Tuesday, April 7, 2015

Workout Jams, Missing Myself, 30 Day Challenge, and Other Stuff.

1. Today I was exercising to some awesome workout jams on my husband's phone while Faye took her nap and Maddy watched Buddies on Netflix. I was riding my exercise bike and throwing out some pretty sweet dance moves with my upper body. I wonder what I looked like and hope it didn't look like I was insane to someone looking in from the outside. The next thing I know *thump* Madeline tried climbing over the back of the couch but fell off instead. It probably scared her more than hurt her. I really wanted to be so mad at her for climbing over the back of the couch because I've told her a thousand times that it' not safe and that she can get hurt but I couldn't be because about ten minutes later she was climbing over the couch again. The fact that she wanted to try it again to prove to herself that she in fact *could* do it without falling off was a bit inspiring. However, I don't care for her disobedience one bit. I am wander-struck that when we fail we can pick ourselves back up and do it again and again--no matter how many times it takes to get it right.

2. Jesus allows us to make those mistakes and get back on track.
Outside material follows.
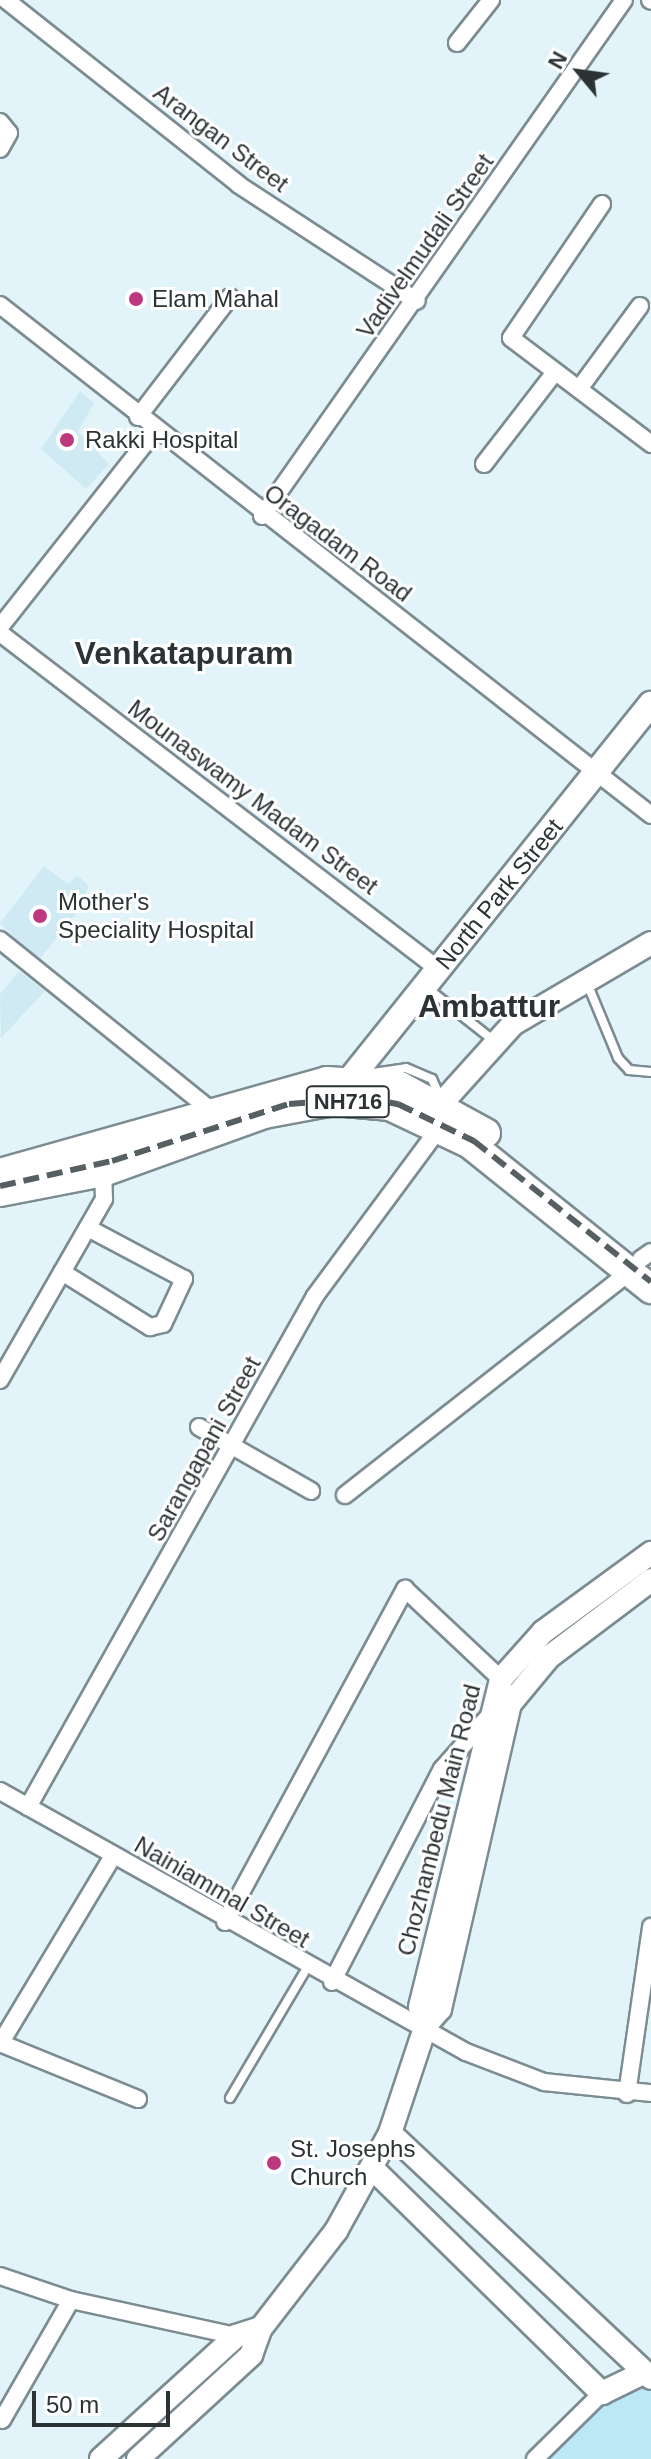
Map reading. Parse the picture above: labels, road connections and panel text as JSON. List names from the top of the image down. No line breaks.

My hero.

3. I felt a piece of myself that I have missed while I was working out to music. I mean, I felt like that 17-year-old girl ready to shake her booty to some sweet melodies and make friends in the process. Only this time I was making friends with myself again. "Hi self, I have missed you."

4. I'm giving myself a 30 day challenge of working out every day (minus Sundays). I have been increasing my level of activity gradually since January because my resolution has been to intentionally exercise a few times a week. I am slowly feeling my body gain strength. I'm still a tired mama, but at least I have goals and that is making all the difference in my countenance.

5. My Grandpa Ted died last night. It feels weird, but still like a total loss. I feel sad. I mean...I feel sad for him. He never joined the fold again. I lost touch with him so I am not really even sure if he was trying to come back even with baby steps. He left my grandma and children when my dad was about 19 years old. It left my dad with a huge responsibility to help with his siblings. I admire my dad for that and I know that experience helped him to become the man he is now. I'm not really sure of all the details because my dad never really talks about it. But I still have fond memories going to my grandpa's house for Thanksgiving celebrations and visiting the rocky beach of Oceanside. I loved his little Kumquat tree in the back yard. He didn't have a lot of child-friendly things at his house but it gave us a time to play outdoors and feel the breeze and misty air. Anyways, I am glad he is no longer in pain from his cancer (although he died of two heart attacks).

6. One thing that Marcus and I find challenging is knowing when exactly to add sheep to our little flock. The next time we get pregnant we will know because of the same process--prayer and temple attendance. In Rexburg the temple was a few blocks away. Here the temple is 2 hours away. We haven't been to the temple yet, but we are renewing our recommends this week to hopefully attend this month. It will definitely be a lengthier process because of the distance.

Faye likes to climb under everything. This is the coffee table ottoman. 


Marcus wanted to take a duck face selfie, so we did. 

I can't get enough of this picture.
Madeline tried some Misso Soup. She loved it. Marcus and I did not. 

This girl!

She started drinking out of the sippy a couple of weeks ago out of nowhere. She's growing up so quickly!

This is Faye's friend James.

This is Madeline's best friend Ethan. They love hanging out. It's a good thing their moms get along, too! :)



Madeline got her purse and was ready to go to work; just like Papa. 

I felt pretty and put on some makeup.